CAMBRIDGE, Mass.—The Collaborative Trajectory Analysis Project (cTAP), a global research coalition for Duchenne muscular dystrophy (DMD), has reported results from the largest ever multi-national, multi-collaboration study in DMD. The study was published in Neurology.

 

The results indicate that both real world data (RWD) and natural history data (NHD) are highly comparable to data from patients treated with placebo in multiple recent clinical trials. Results also demonstrate that use of RWD or NHD could supplement — or possibly even replace — use of a placebo arm in future DMD clinical research.
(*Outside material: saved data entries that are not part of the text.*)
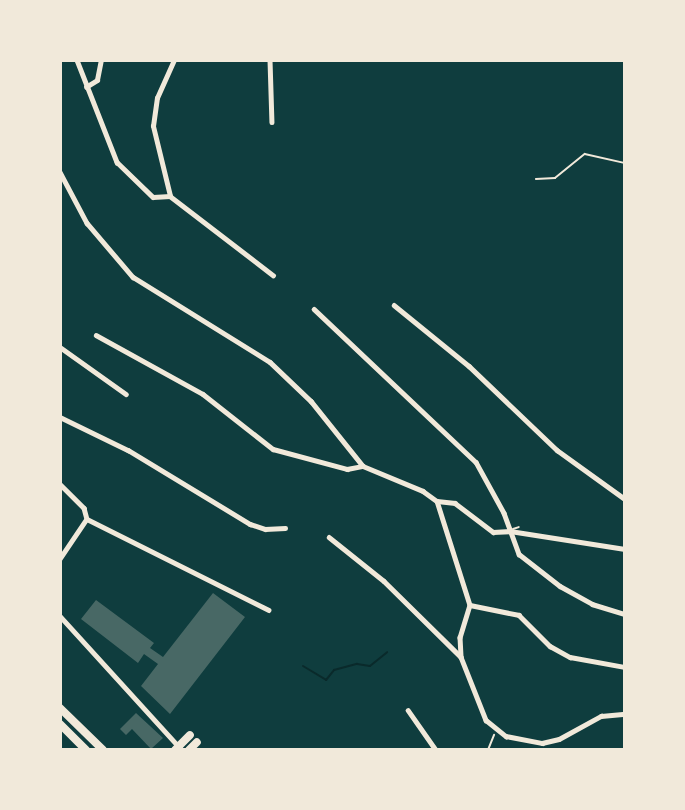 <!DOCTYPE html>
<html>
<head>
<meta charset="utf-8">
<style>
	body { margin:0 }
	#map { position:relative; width:685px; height:810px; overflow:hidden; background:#0f3d3e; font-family:Raleway,sans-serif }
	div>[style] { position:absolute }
	.stream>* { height:2px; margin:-1px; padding:0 1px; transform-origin:1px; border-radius:1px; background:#0a2a2b }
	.building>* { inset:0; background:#486865 }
	.path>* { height:1.5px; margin:-0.75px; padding:0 0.75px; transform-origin:0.75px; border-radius:0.75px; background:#f1e9da }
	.service>* { height:2px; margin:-1px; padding:0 1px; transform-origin:1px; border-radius:1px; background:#f1e9da }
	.minor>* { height:4.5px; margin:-2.25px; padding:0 2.25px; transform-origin:2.25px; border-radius:2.25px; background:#f1e9da }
	.primary>* { height:8px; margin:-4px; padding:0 4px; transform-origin:4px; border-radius:4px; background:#f1e9da }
	.motorway>* { height:8px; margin:-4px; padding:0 4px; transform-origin:4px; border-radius:4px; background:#f1e9da }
	span { translate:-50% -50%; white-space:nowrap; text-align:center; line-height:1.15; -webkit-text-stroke:5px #f1e9da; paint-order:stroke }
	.frame { position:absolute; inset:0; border:62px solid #f1e9da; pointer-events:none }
</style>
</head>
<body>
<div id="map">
	<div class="stream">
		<i style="left:303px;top:666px;width:27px;rotate:31deg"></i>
		<i style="left:326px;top:680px;width:13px;rotate:-51deg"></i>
		<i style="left:334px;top:670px;width:24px;rotate:-15deg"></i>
		<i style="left:357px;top:664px;width:13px;rotate:9deg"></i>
		<i style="left:370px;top:666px;width:22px;rotate:-39deg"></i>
	</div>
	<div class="building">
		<i style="clip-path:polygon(213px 593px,245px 617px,170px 714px,141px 686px,158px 664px,144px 654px,138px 663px,81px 619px,96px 600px,154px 643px,150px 648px,163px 657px)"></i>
		<i style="clip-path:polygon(136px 713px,163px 738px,151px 749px,132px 729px,126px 735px,120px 729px)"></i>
	</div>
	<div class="path">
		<i style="left:536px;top:179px;width:19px;rotate:-3deg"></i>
		<i style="left:555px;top:178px;width:38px;rotate:-39deg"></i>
		<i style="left:585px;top:154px;width:41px;rotate:12.7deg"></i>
		<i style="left:488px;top:750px;width:16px;rotate:-68deg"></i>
	</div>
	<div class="service">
		<i style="left:513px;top:529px;width:6px;rotate:-18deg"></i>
	</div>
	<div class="minor">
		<i style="left:77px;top:60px;width:110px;rotate:68.6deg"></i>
		<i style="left:117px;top:162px;width:50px;rotate:44.2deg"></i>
		<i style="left:153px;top:197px;width:17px;rotate:-3deg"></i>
		<i style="left:270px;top:60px;width:62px;rotate:88.2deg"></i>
		<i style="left:86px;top:87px;width:13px;rotate:-32deg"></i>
		<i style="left:97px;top:80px;width:20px;rotate:-79deg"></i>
		<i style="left:60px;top:172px;width:58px;rotate:62.1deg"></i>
		<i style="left:87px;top:223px;width:71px;rotate:49.6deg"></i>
		<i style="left:133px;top:277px;width:161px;rotate:31.8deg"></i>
		<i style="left:270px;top:362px;width:57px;rotate:43.6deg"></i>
		<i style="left:311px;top:401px;width:83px;rotate:51.3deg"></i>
		<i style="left:363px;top:466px;width:65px;rotate:22.6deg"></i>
		<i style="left:423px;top:491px;width:17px;rotate:36deg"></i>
		<i style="left:170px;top:196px;width:72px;rotate:-103.7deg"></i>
		<i style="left:153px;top:126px;width:28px;rotate:-82deg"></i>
		<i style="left:157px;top:98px;width:42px;rotate:-65.9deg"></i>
		<i style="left:170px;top:196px;width:130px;rotate:37.5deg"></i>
		<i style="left:394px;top:305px;width:97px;rotate:39.1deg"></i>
		<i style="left:469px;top:366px;width:122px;rotate:43.7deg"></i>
		<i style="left:557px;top:450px;width:84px;rotate:35.8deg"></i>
		<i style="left:314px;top:309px;width:223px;rotate:43.4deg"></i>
		<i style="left:476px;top:462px;width:58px;rotate:61.2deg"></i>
		<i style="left:504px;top:513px;width:44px;rotate:69.9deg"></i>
		<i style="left:519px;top:554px;width:52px;rotate:38deg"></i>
		<i style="left:560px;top:586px;width:37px;rotate:29deg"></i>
		<i style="left:592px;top:604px;width:34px;rotate:17deg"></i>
		<i style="left:96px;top:335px;width:122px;rotate:28.9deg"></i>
		<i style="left:203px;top:394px;width:89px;rotate:38.2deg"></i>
		<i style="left:273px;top:449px;width:77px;rotate:15.1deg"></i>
		<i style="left:347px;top:469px;width:16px;rotate:-11deg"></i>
		<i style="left:60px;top:347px;width:81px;rotate:35.5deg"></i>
		<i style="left:60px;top:417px;width:76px;rotate:25.9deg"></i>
		<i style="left:128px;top:450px;width:143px;rotate:31.2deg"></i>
		<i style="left:250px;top:524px;width:16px;rotate:18deg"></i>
		<i style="left:265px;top:529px;width:20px;rotate:-3deg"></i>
		<i style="left:60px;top:484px;width:34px;rotate:45deg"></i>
		<i style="left:84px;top:508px;width:11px;rotate:75deg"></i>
		<i style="left:87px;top:519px;width:48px;rotate:124deg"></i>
		<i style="left:437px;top:501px;width:109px;rotate:72.4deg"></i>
		<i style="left:470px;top:605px;width:34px;rotate:107deg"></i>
		<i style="left:460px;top:637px;width:20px;rotate:87deg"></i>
		<i style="left:461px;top:657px;width:68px;rotate:68.4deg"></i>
		<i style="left:486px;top:720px;width:26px;rotate:39deg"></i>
		<i style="left:506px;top:736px;width:37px;rotate:11deg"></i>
		<i style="left:542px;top:743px;width:17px;rotate:-13deg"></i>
		<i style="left:559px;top:739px;width:48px;rotate:-28.7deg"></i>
		<i style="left:601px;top:716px;width:24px;rotate:-5deg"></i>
		<i style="left:437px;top:501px;width:18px;rotate:6deg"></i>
		<i style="left:455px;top:503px;width:48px;rotate:37.3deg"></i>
		<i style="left:493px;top:532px;width:17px;rotate:-3deg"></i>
		<i style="left:510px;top:531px;width:116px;rotate:8.9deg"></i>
		<i style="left:87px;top:519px;width:203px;rotate:26.6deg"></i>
		<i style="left:329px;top:537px;width:70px;rotate:38.7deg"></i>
		<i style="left:384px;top:581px;width:108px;rotate:44.6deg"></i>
		<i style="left:470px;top:605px;width:50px;rotate:11.5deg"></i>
		<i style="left:519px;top:615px;width:44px;rotate:45deg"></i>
		<i style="left:550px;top:646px;width:23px;rotate:29deg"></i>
		<i style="left:570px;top:657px;width:56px;rotate:10.3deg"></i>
		<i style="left:60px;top:616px;width:181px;rotate:47.7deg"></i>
		<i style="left:408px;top:710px;width:49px;rotate:55deg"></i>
	</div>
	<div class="primary">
		<i style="left:60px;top:708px;width:60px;rotate:44.3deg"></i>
		<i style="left:60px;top:724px;width:37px;rotate:45deg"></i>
	</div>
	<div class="motorway">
		<i style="left:175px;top:750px;width:21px;rotate:-45deg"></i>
		<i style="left:189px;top:750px;width:11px;rotate:-45deg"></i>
	</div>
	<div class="frame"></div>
</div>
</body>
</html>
This could potentially help to streamline development efforts for new treatments.

 

“This study found a striking level of consistency in the six-minute walk distance assessment in DMD patients from six clinical trial placebo arms and patients from five different real world and natural history studies,” said Craig McDonald, professor and chair of the Department of Physical Medicine and Rehabilitation at the University of California, Davis, and a co-author of the study. “This rigorous study establishes a strong foundation for using natural history data as a substitute for placebo control in clinical trials and as a comparator to determine the effectiveness of prescribed drug treatments versus standard of care treatment.”

 

In the study researchers analyzed disease progression in 383 patients with DMD who had been randomized to placebo arms in six clinical trials. This was compared with data observed in a real world setting for 430 patients from five clinical registries in the U.S. and Europe. Patient outcomes were assessed based on similar inclusion/exclusion criteria, and adjusted for known prognostic factors.

 

This is the first study to demonstrate the comparability of disease progression in NHD/RWD and placebo arms of clinical trials in DMD.

 

To date, the potential for bias in clinical trials versus clinical practice has limited the use of NHD/RWD to supplement or replace placebo controls. This study demonstrates that the potential for bias is low, and as such provides a foundation for drug developers to consider application of NHD/RWD in future trials.

 

“In particular, a fundamental motivation for this research was the concern that external controls might not be suitable for DMD because performance-based outcomes such as 6MWD [6-minute walk distance] could be biased by differences between clinical trial and RWD/NHD settings. We analyzed >1,000 patient-years of follow-up, encompassing data from all available clinical trial placebo arms and from 5 multinational, multi-institutional RWD/NHD sources. We found that changes in 6MWD over 48 weeks were strikingly consistent between these settings when subjected to equivalent inclusion/exclusion criteria and after adjustment for multiple known prognostic factors,” the article notes. “The 6MWD outcomes were also consistent among the different RWD/NHD sources analyzed. From these findings, we conclude that external controls can be suitable for drug evaluations in DMD.”

 

“The results of this landmark research effort have profound implications for clinical research in DMD and potentially many other rare diseases. We applaud cTAP for supporting this research effort and look forward to sharing these insights with all of the stakeholders in DMD research including regulators, industry, clinicians and patient advocates,” added Francesco Muntoni, professor and chair of Pediatric Neurology at University College London. “This effort, which addresses a key priority for patient foundations, shows clearly that by working together we can identify better solutions to advance clinical research that can facilitate the development of new treatments for DMD.”